Close

Meski Sudah Divaksin, Pengetatan Prokes Juga Tak Boleh Diabaikan

Reporter: Daniel Siahaya – Toptime.co.id

Depok – Meski hampir keseluruhan guru dan murid sudah melakukan vaksinasi, namun itu semua tak bisa dipastikan akan terbebas dari Covid-19.

Kita tahu, belum lama ini pembelajaran tatap muka terbatas (PTMT) sudah mulai dilakukan diberbagai wilayah yang memasuki zona hijau dan kuning.

Berbagai aturan pun sudah mengatur dan ‘mempersilahkan’ untuk pihak sekolah melakukan kegiatan pembelajaran tatap muka terbatas.

Namun, baru-baru ini kita melihat dan mendengar menyusul ditemukannya salah satu murid di SMP Negeri 2 Depok yang terkonfirmasi positif akibat Covid-19.

Kepala Dinas Pendidikan Kota Depok Wijayanto menjelaskan, penangan kasus Covid-19 di SMP Negeri 2 Depok sesuai dengan Peraturan Wali Kota (Perwal) Depok nomor 66 Tahun 2021 tentang pedoman penyelenggaraan pembelajaran tatap muka terbatas di masa pandemi Covid-19.

Dalam salah satu aturannya, penyelenggaraan pembelajaran tatap muka terbatas, apabila ditemukan siswa yang terpapar Covid-19 maka sekolah tersebut harus dihentikan sementara.
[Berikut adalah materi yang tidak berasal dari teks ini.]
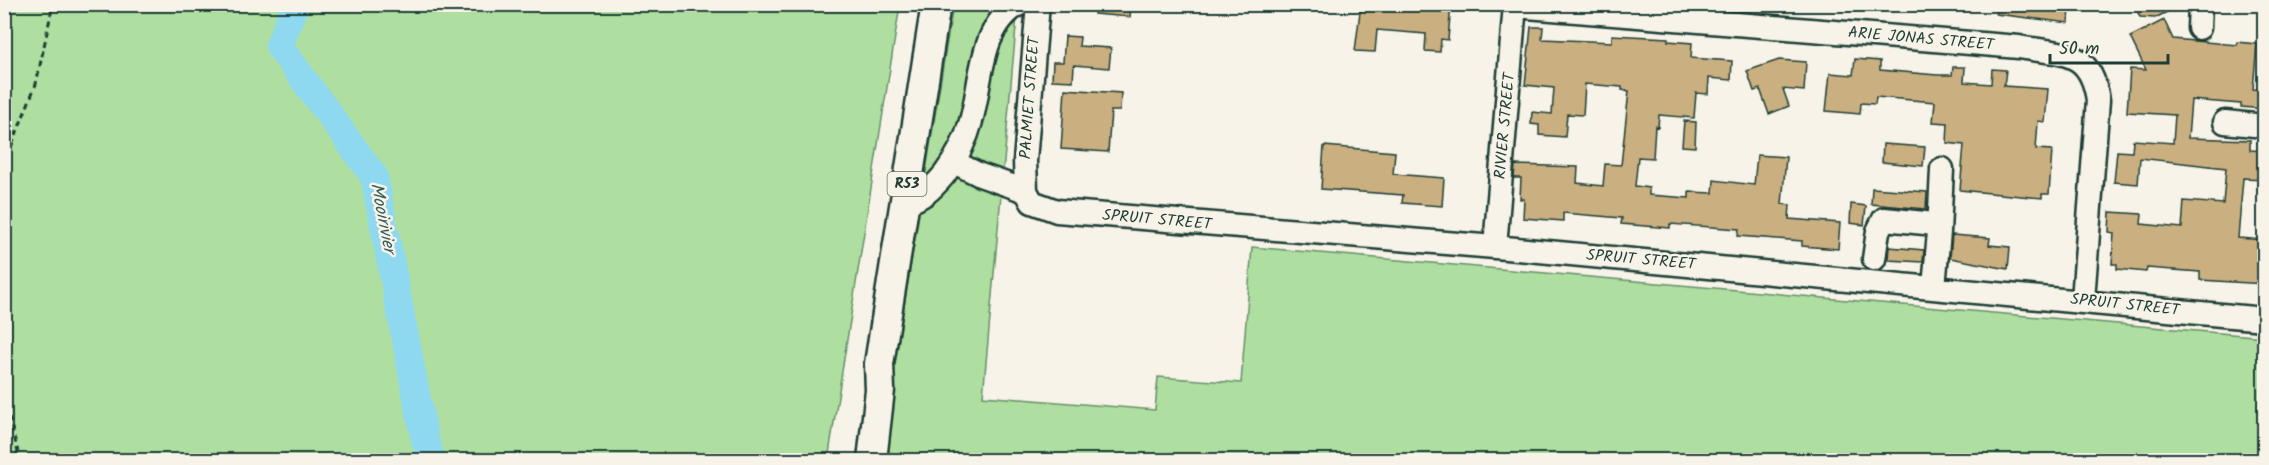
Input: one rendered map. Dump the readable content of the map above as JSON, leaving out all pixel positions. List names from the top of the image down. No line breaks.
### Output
{"streets":{"main road":["R53"],"street":["ARIE JONAS STREET","PALMIET STREET","RIVIER STREET","SPRUIT STREET"]},"crossings":[["ARIE JONAS STREET","RIVIER STREET"],["ARIE JONAS STREET","SPRUIT STREET"],["PALMIET STREET","SPRUIT STREET"],["RIVIER STREET","SPRUIT STREET"]],"water":["Mooirivier"],"scale_bar":"50 m"}
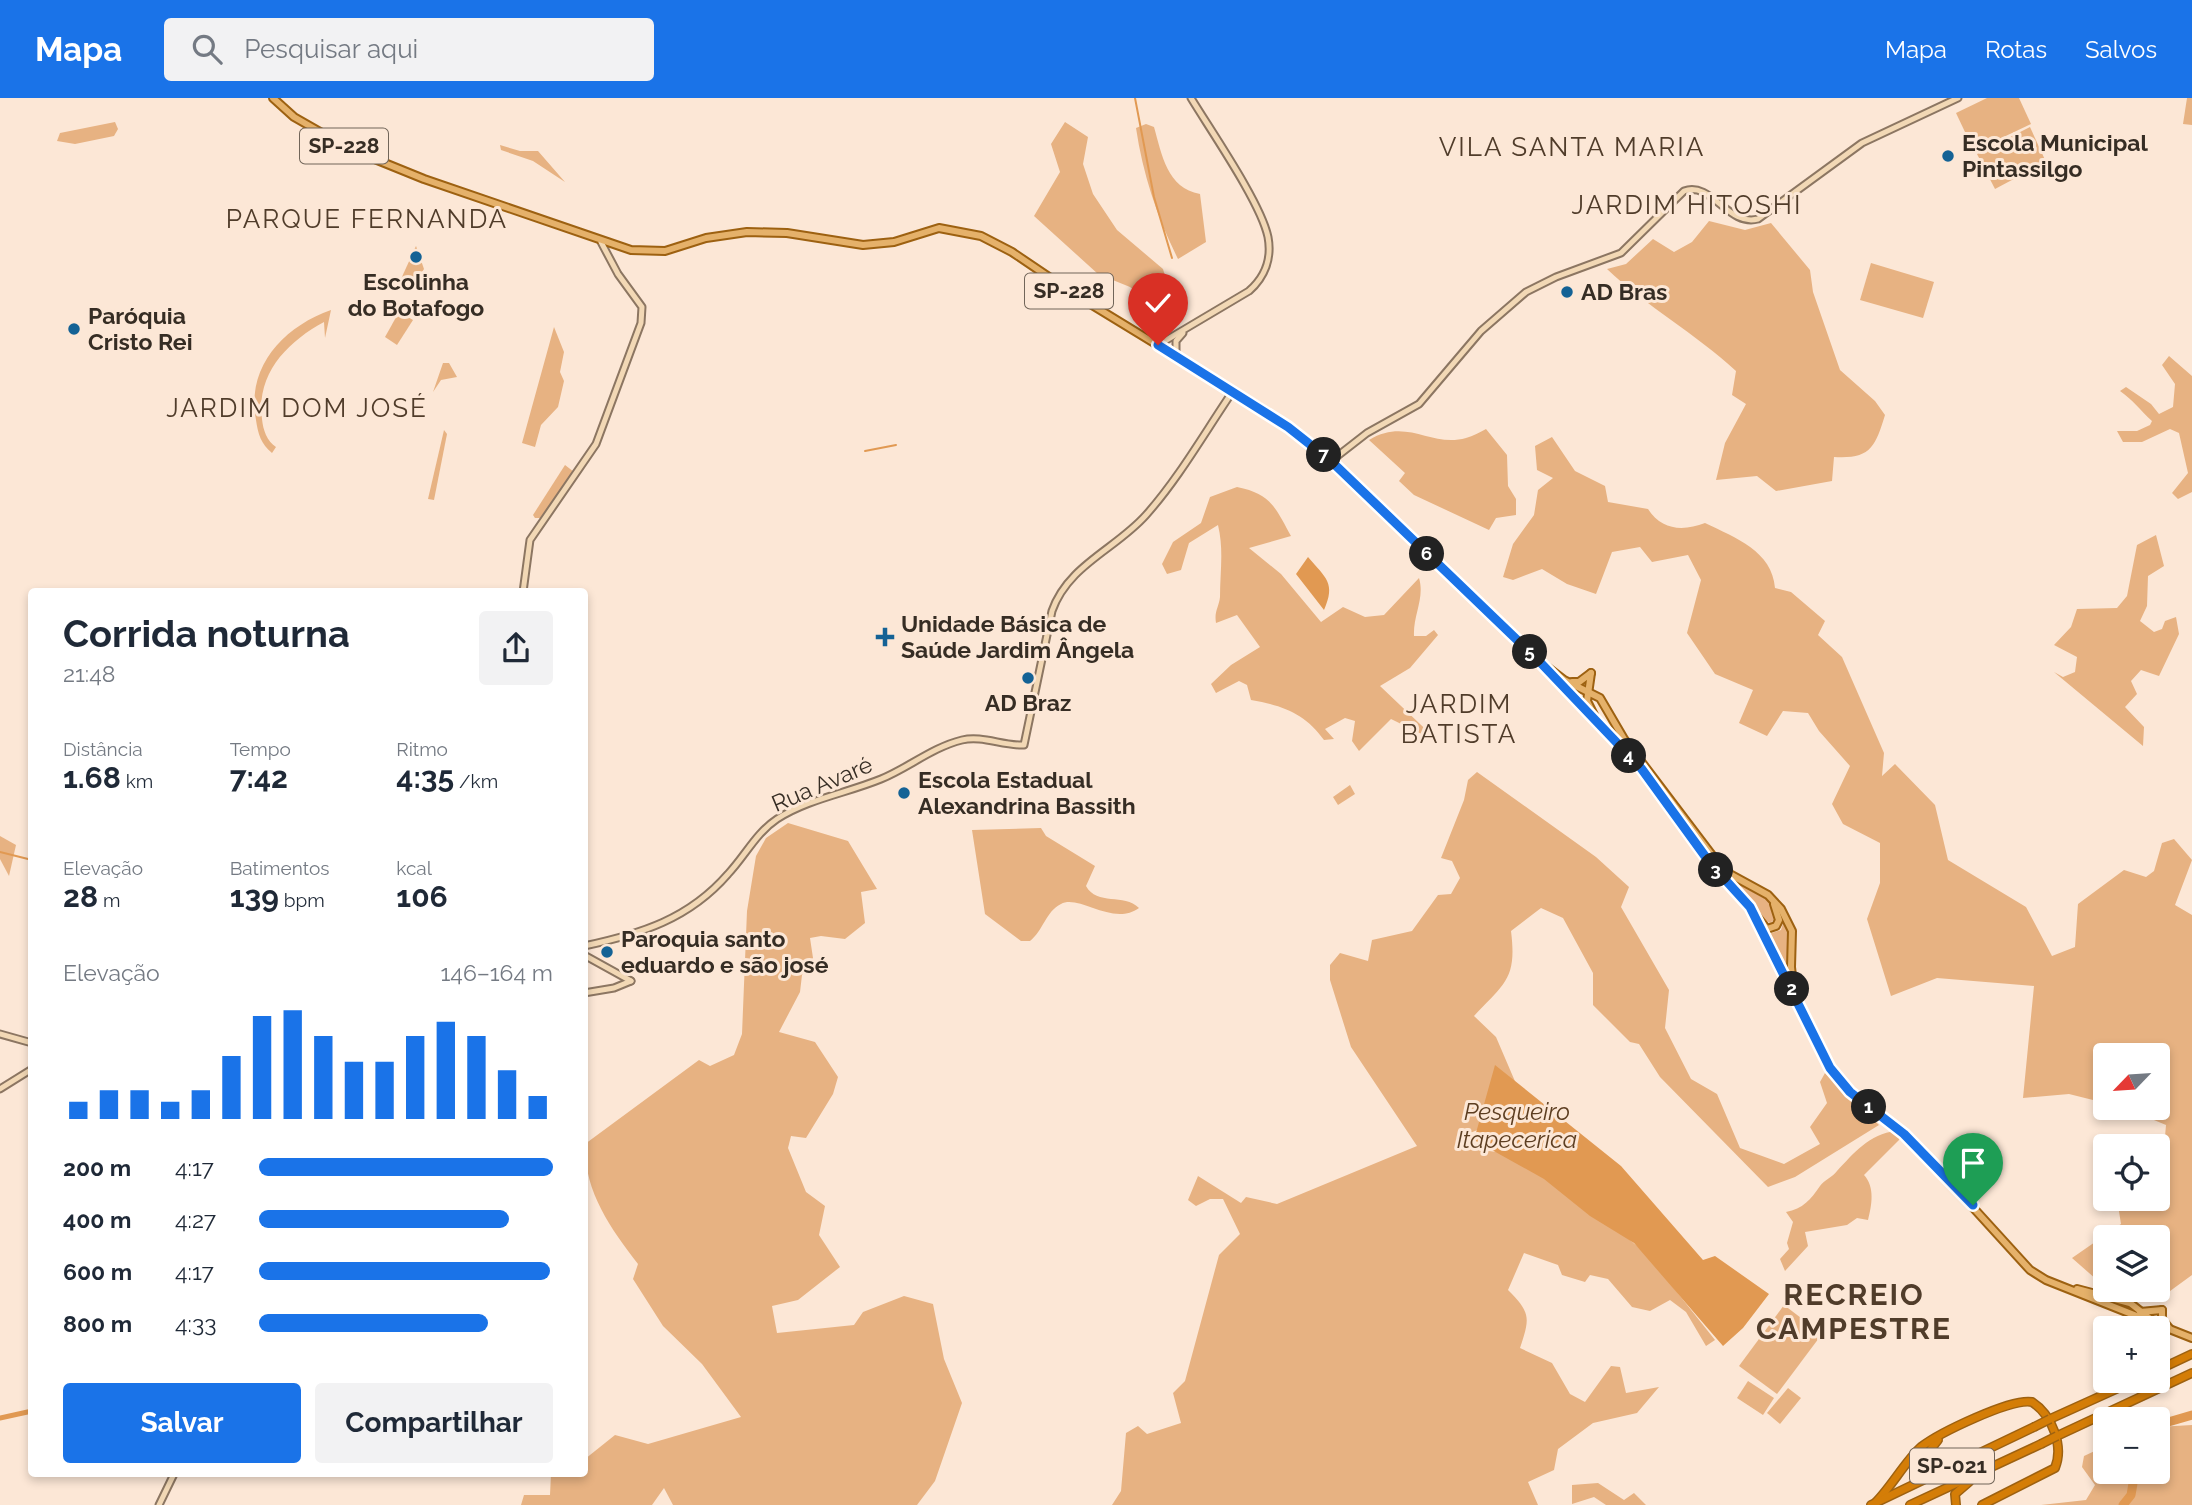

Selain itu, melakukan tracing dengan cepat pun dilakukan kepada mereka yang melakukan kontak erat dengan siswa yang terkonfirmasi positif.

“Pelaksanaan PTMT kita stop selama tujuh hari, diganti dengan belajar dari rumah (BDR). Siswa yang terkonfirmasi positif juga kita lakukan Isolasi mandiri, lalu kita lakukan tracing dengan swab test kepada mereka yang kontak langsung dengan siswa tersebut,” tutur Wijayanto, Senin (8/11/2021).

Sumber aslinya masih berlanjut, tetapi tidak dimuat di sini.